Drug trial disaster prompts call for changed procedures
and World Science staff
A U.K. medical journal has called for changing the approval processes for early-phase drug trials in that country in the wake of a disaster that put six British men in intensive care last month.
Researchers found that an experimental drug, TGN1412, had caused the effect in the previously healthy men at London’s Northwick Park Hospital. But the reason for it was puzzling, as the problem didn’t show up when the drug was tested in monkeys.
Scientists announced last week that there is no evidence of contamination in the treatments.

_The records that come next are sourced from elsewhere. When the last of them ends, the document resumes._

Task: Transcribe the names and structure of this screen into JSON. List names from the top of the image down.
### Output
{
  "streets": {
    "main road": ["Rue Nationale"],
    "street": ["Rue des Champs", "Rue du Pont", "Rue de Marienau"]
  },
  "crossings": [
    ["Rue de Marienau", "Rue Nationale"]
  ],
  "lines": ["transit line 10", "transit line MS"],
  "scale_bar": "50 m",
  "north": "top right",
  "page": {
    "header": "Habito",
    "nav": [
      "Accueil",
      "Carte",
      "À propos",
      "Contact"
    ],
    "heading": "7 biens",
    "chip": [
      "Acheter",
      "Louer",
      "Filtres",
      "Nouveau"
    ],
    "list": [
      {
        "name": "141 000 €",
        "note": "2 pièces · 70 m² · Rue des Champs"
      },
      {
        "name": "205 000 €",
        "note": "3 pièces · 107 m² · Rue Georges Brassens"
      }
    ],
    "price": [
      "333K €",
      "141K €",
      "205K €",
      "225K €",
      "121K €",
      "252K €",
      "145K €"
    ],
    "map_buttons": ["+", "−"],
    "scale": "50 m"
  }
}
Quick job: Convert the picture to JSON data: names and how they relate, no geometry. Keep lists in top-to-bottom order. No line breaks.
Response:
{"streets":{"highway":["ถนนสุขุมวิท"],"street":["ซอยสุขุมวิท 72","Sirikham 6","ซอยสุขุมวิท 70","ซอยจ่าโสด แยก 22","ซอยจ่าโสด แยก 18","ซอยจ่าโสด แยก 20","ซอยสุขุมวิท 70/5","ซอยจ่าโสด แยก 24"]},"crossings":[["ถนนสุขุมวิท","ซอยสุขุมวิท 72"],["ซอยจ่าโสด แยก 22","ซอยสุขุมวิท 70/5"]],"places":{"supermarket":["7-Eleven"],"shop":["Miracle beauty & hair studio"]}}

“Urgent change is needed in the approval processes and regulation of phase I trials of biological agents,” stated an editorial in this week’s issue of the London-based medical journal The Lancet.
In Phase I clinical trials, researchers test a new drug or treatment in a small group of people, usually between 20 and 80, for the first time to evaluate its safety, determine a safe dosage range, and identify side effects.
The U.K. government’s Medicines and Healthcare products Regulatory Agency authorised the TGN1412 trial, and in a later interim report concluded that “it was run according to the agreed protocol.”
The drug is a type of superantibody, an experimental treatment in which patients are treated with laboratory-enhanced versions of substances produced naturally by the immune system to fight malignant or foreign cells.
TGN1412 had been an “an enticing candidate for treating autoimmune diseases such as rheumatoid arthritis and type-1 diabetes,” according to the April 13 issue of the research journal Nature.
One recognized risk of the treatment, the Lancet commented, was that it could trigger massive release of proteins called cytokines, which serve to regulate the immune system. This could lead to an imbalance in cytokines, with serious adverse effects.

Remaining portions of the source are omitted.